The prevailing retail gloom trapped Marks & Spencer, falling 30p to 445p, and Unilever was ruffled by a Gillette profits warning, down 40.5p to 490.5p.

Enterprise Oil, where Italian take over hopes linger, was at one time lowered by 40p; the shares closed off 15p at 375p.

Amid the carnage some brave souls were prepared to make optimistic forecasts. Panmure Gordon put a 950p target price on BT, which has just collected pounds 4bn from its MCI stake; the shares fell 29p to 815p.

Not only blue chips were engulfed in depression. The mid cap index crashed 71.4 points to 4,687.2 and the small cap 19.6 to 2,072.2.

Psion, the hand-held computer group, lost 31.5p to 471p with a line of 4 million shares hovering. Business Post, on its profit warning, was dropped a further 55p to 310p and results left Next off 37.5p at 407p.

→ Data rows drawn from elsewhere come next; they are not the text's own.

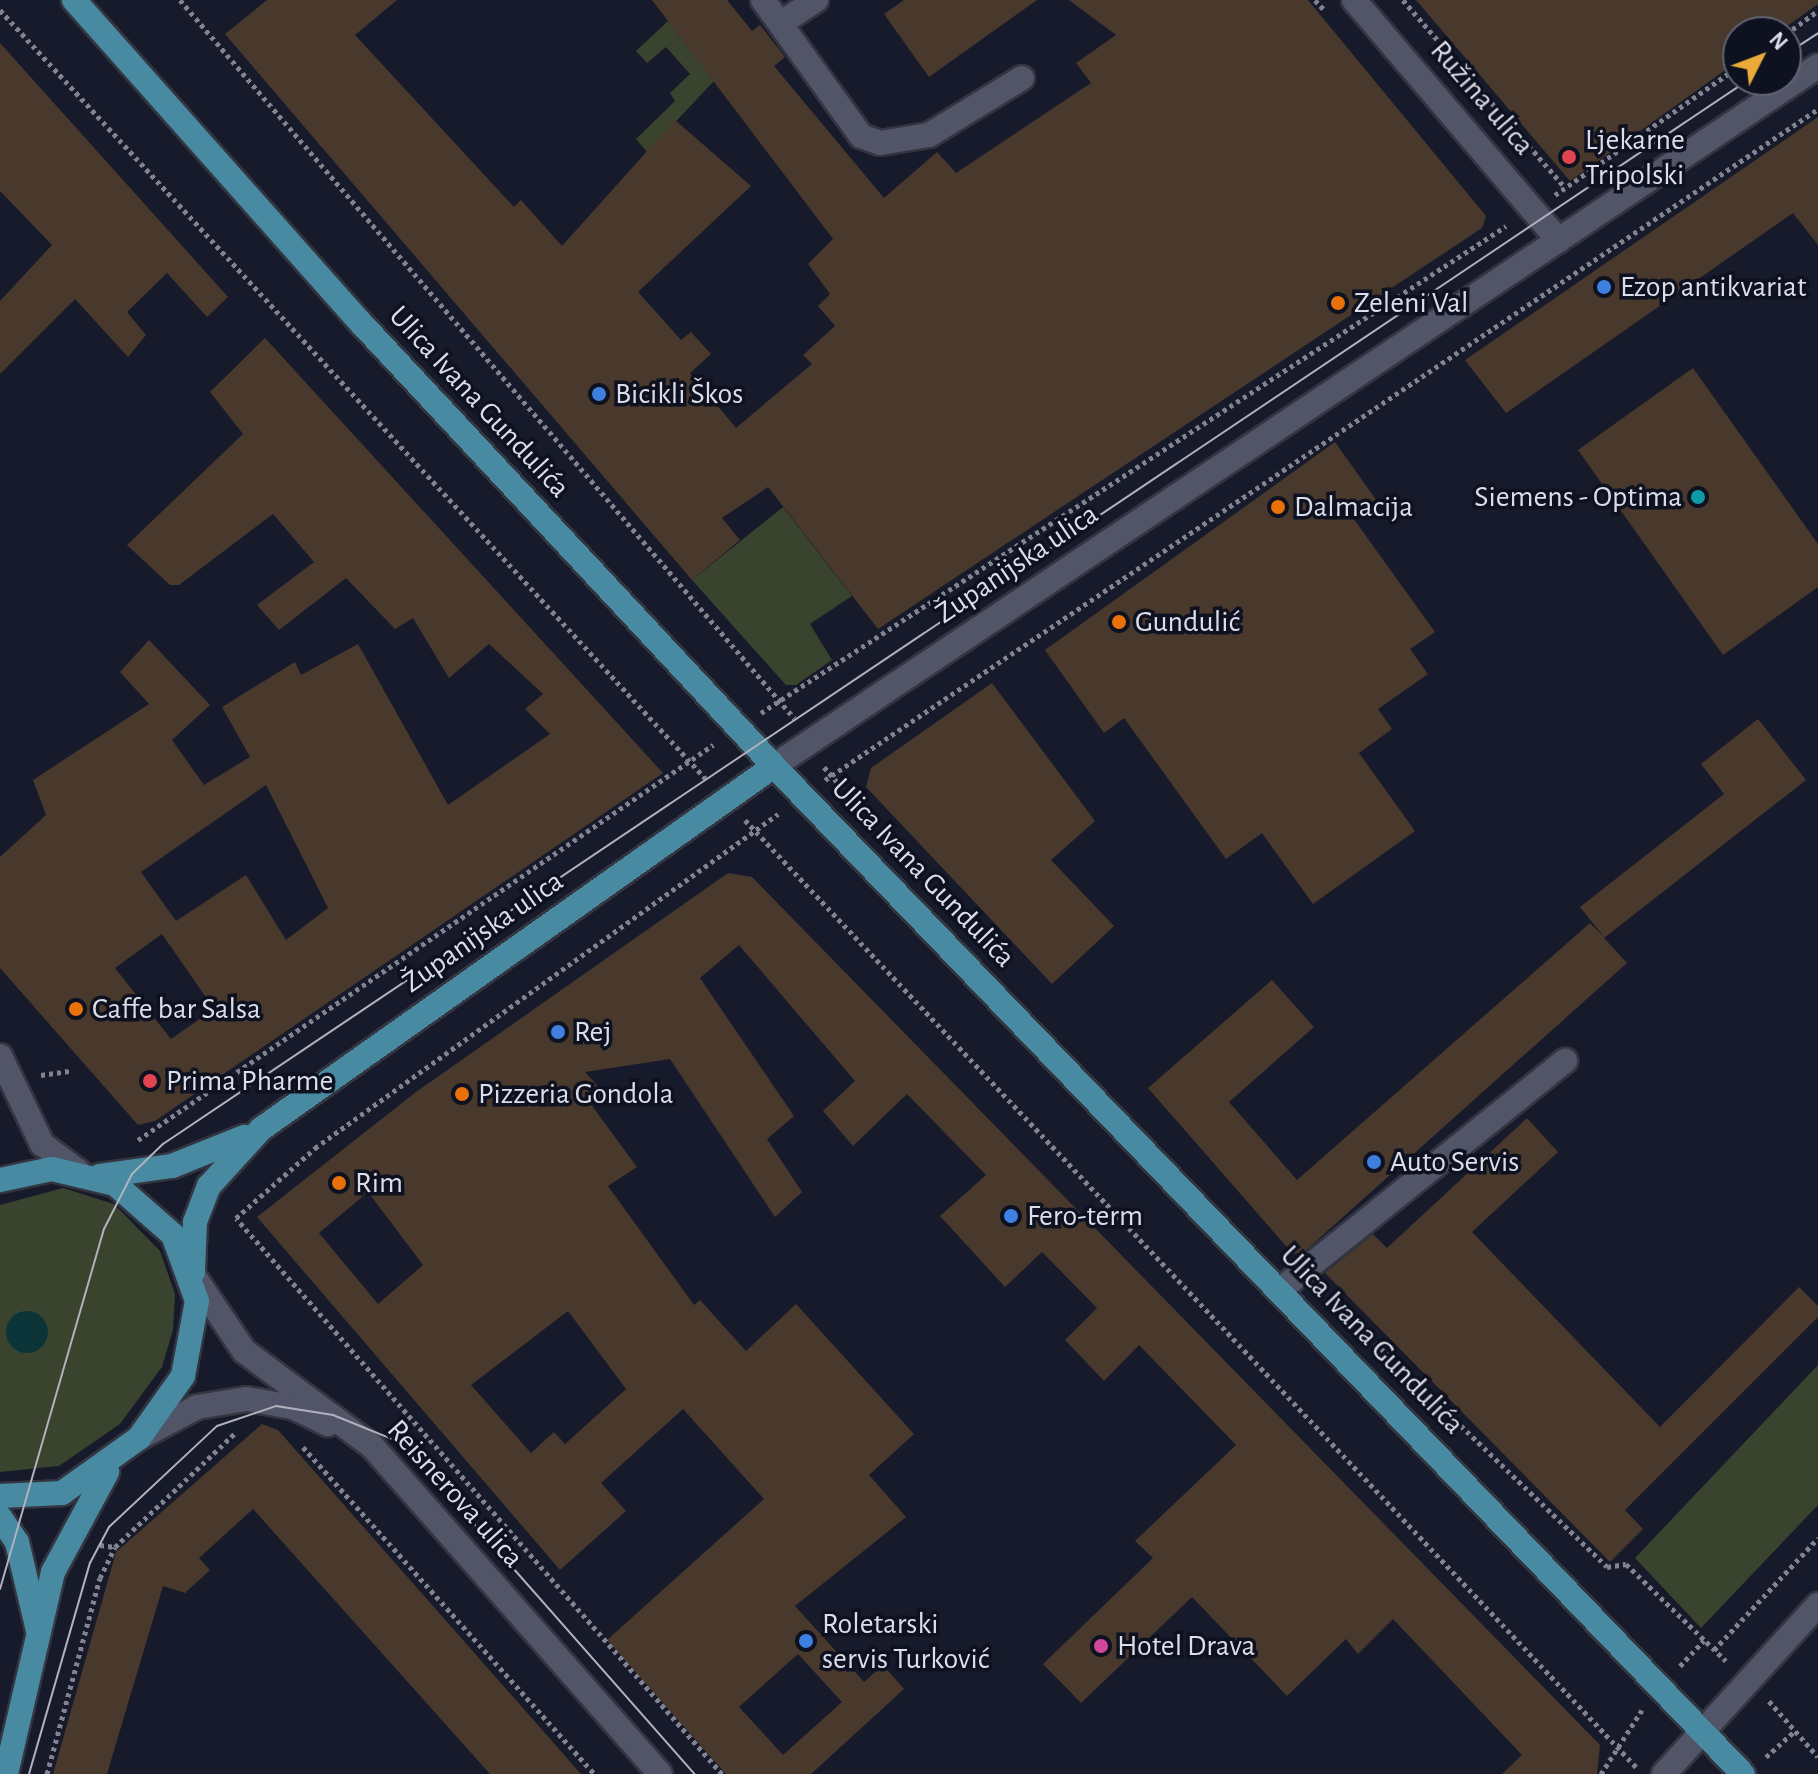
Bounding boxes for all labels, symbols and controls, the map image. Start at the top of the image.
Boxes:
north arrow [1722,16,1802,96]
text: N [1765,28,1792,54]
street label: Ružina ulica [1422,33,1542,163]
place label: Ljekarne Tripolski [1585,122,1685,192]
marker: Ljekarne Tripolski [1560,148,1578,166]
place label: Ezop antikvariat [1620,269,1806,305]
marker: Ezop antikvariat [1595,278,1613,296]
place label: Zeleni Val [1354,285,1468,321]
marker: Zeleni Val [1329,294,1347,312]
street label: Ulica Ivana Gundulića [381,299,577,505]
place label: Bicikli Škos [615,376,743,412]
marker: Bicikli Škos [590,385,608,403]
place label: Siemens - Optima [1474,479,1682,515]
marker: Siemens - Optima [1689,488,1707,506]
place label: Dalmacija [1294,489,1413,525]
street label: Županijska ulica [929,496,1105,632]
marker: Dalmacija [1269,498,1287,516]
place label: Gundulić [1135,604,1240,640]
marker: Gundulić [1110,613,1128,631]
street label: Ulica Ivana Gundulića [824,771,1022,975]
street label: Županijska ulica [396,863,570,1001]
place label: Caffe bar Salsa [92,991,261,1027]
marker: Caffe bar Salsa [67,1000,85,1018]
place label: Rej [574,1014,611,1050]
marker: Rej [549,1023,567,1041]
place label: Prima Pharme [166,1063,333,1099]
marker: Prima Pharme [141,1072,159,1090]
place label: Pizzeria Gondola [478,1076,674,1112]
marker: Pizzeria Gondola [453,1085,471,1103]
place label: Auto Servis [1390,1144,1519,1180]
marker: Auto Servis [1365,1153,1383,1171]
place label: Rim [355,1165,403,1201]
marker: Rim [330,1174,348,1192]
place label: Fero-term [1027,1198,1143,1234]
marker: Fero-term [1002,1207,1020,1225]
street label: Ulica Ivana Gundulića [1273,1238,1471,1442]
street label: Reisnerova ulica [379,1412,531,1576]
place label: Roletarski servis Turković [822,1606,989,1676]
place label: Hotel Drava [1117,1628,1255,1664]
marker: Roletarski servis Turković [797,1632,815,1650]
marker: Hotel Drava [1092,1637,1110,1655]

Greenwich Resources softened 1.75p to 16p after it launched an agreed share exchange bid for MMS Petroleum. MMS rose 7p to 32.5p.

Meristem, a specialty chemical group, also headed north; up 5.5p after engineer Torday & Carlisle disclosed it held 16 per cent of its capital. T&C could not comment and Meristem said it had not been in contact with its new shareholder.

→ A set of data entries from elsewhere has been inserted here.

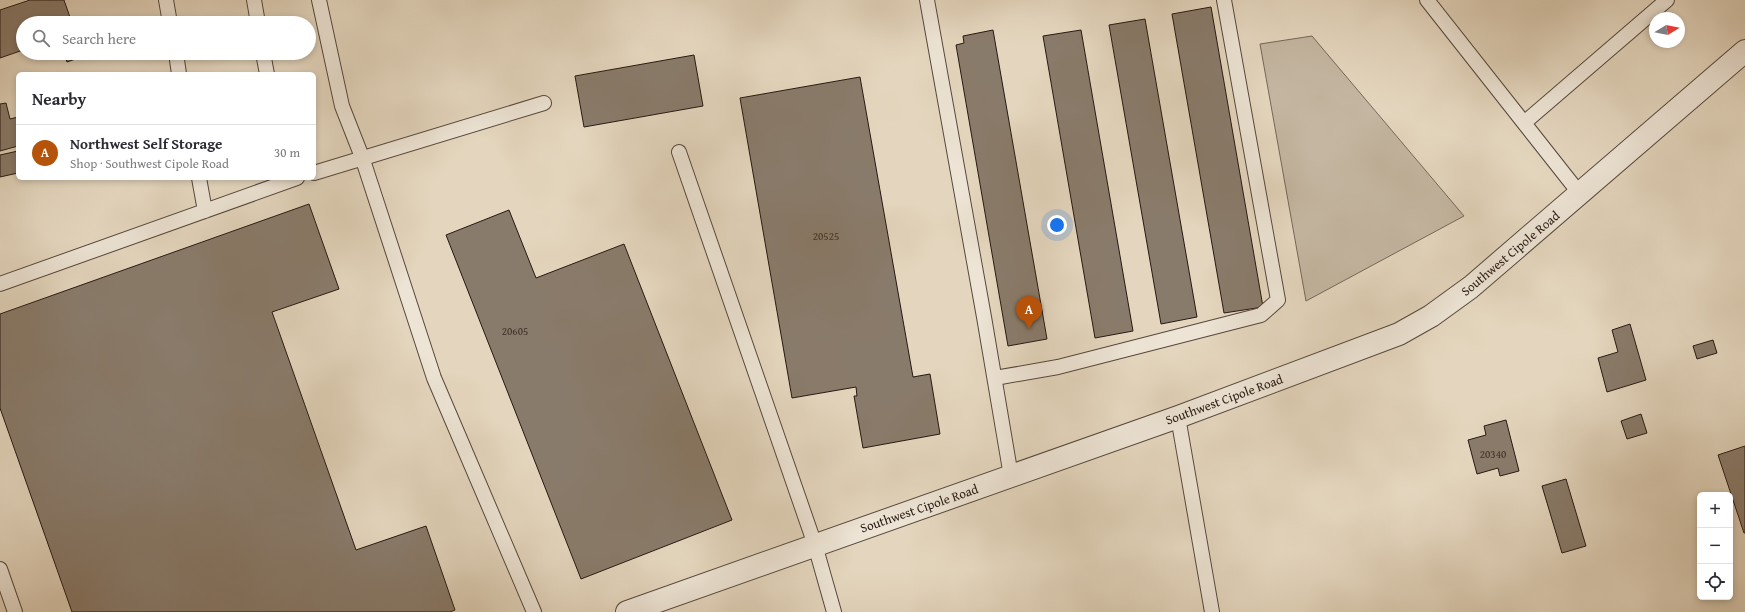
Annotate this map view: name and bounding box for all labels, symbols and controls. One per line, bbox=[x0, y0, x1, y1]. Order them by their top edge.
north arrow bbox=[1649, 12, 1685, 48]
search box bbox=[16, 16, 316, 60]
icon: search bbox=[30, 27, 52, 49]
text: Search here bbox=[62, 28, 136, 49]
text: Nearby bbox=[32, 86, 86, 111]
text: Northwest Self Storage bbox=[70, 133, 222, 154]
text: A bbox=[41, 143, 49, 162]
text: 30 m bbox=[274, 143, 300, 162]
text: Shop · Southwest Cipole Road bbox=[70, 154, 229, 173]
street label: Southwest Cipole Road bbox=[1457, 206, 1564, 300]
your location bbox=[1047, 215, 1067, 235]
house number: 20525 bbox=[813, 228, 839, 244]
pin: A bbox=[1016, 296, 1042, 329]
house number: 20605 bbox=[502, 323, 528, 339]
street label: Southwest Cipole Road bbox=[1163, 369, 1286, 430]
house number: 20340 bbox=[1480, 446, 1506, 462]
street label: Southwest Cipole Road bbox=[858, 479, 981, 538]
map controls bbox=[1697, 492, 1733, 600]
button: + bbox=[1697, 492, 1733, 528]
button: − bbox=[1697, 528, 1733, 564]
button: locate bbox=[1697, 564, 1733, 600]

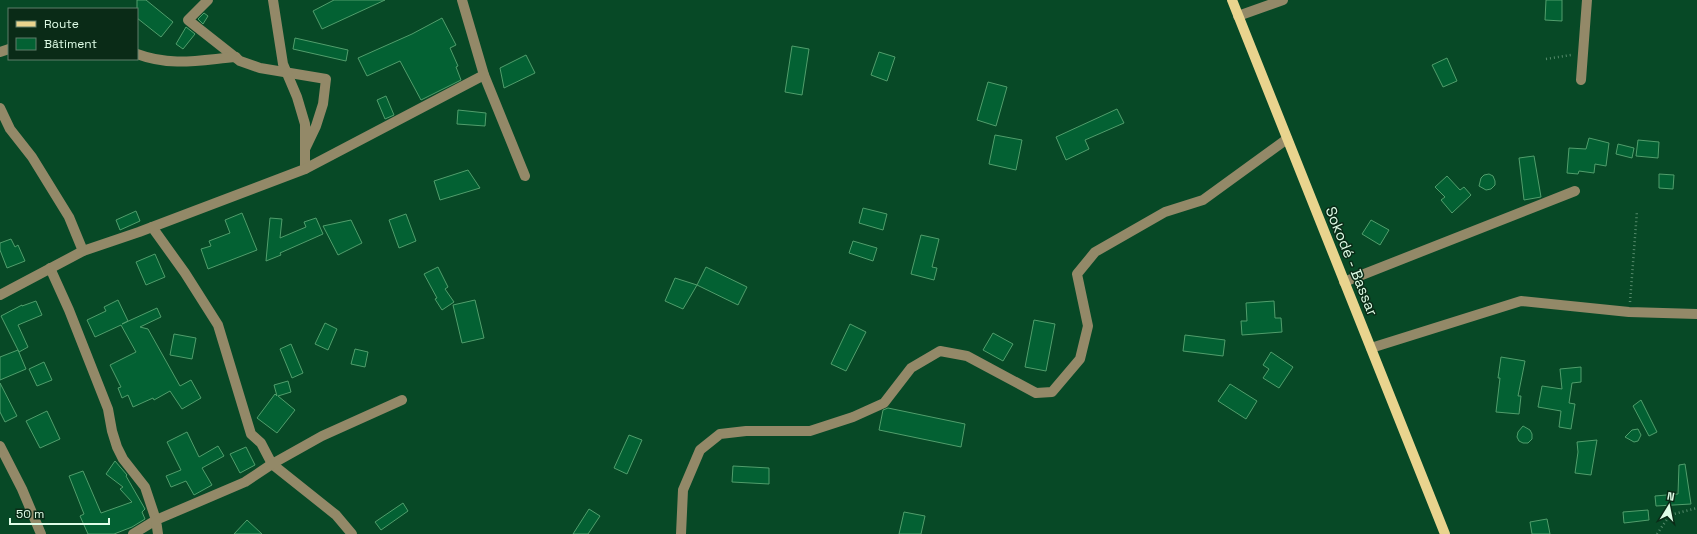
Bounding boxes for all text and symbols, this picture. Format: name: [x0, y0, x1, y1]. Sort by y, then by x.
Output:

Tay Homes held at 121p after the Sunley family lifted its interest to 9.3 per cent. And Paramount, the pubs chain, stuck as 21.5p as the quaintly named Picks Pigs increased its holding to 7.64 per cent.

SEAQ VOLUME: 979.4 million

SEAQ TRADES: 56,311

GILTS INDEX: n/a

FIRTH, the steel group which is also involved in aircraft services, was one the few to keep aloft in the teeth of the storm. The shares gained 1.5p to 21.5p after it became known that the stockbroker, Beeson Gregory, planned investment meetings with institutions next week.

The group's shares have drifted down from 39.5p this year: they touched 68.5p two years ago. Firth's profits last time fell from pounds 1.7m to pounds 1m.

NEWCOMERS are still prepared to risk the misery of a falling market. MSW, with a management planning system originally developed for the Ministry of Defence, hopes to float in the next few weeks.

The company is planning to raise around pounds 3m, which will provide it with an pounds 8m capitalisation. Ahead of the share issue the group has won a contract to help the HSBC investment group to relocate from the City to Canary Wharf.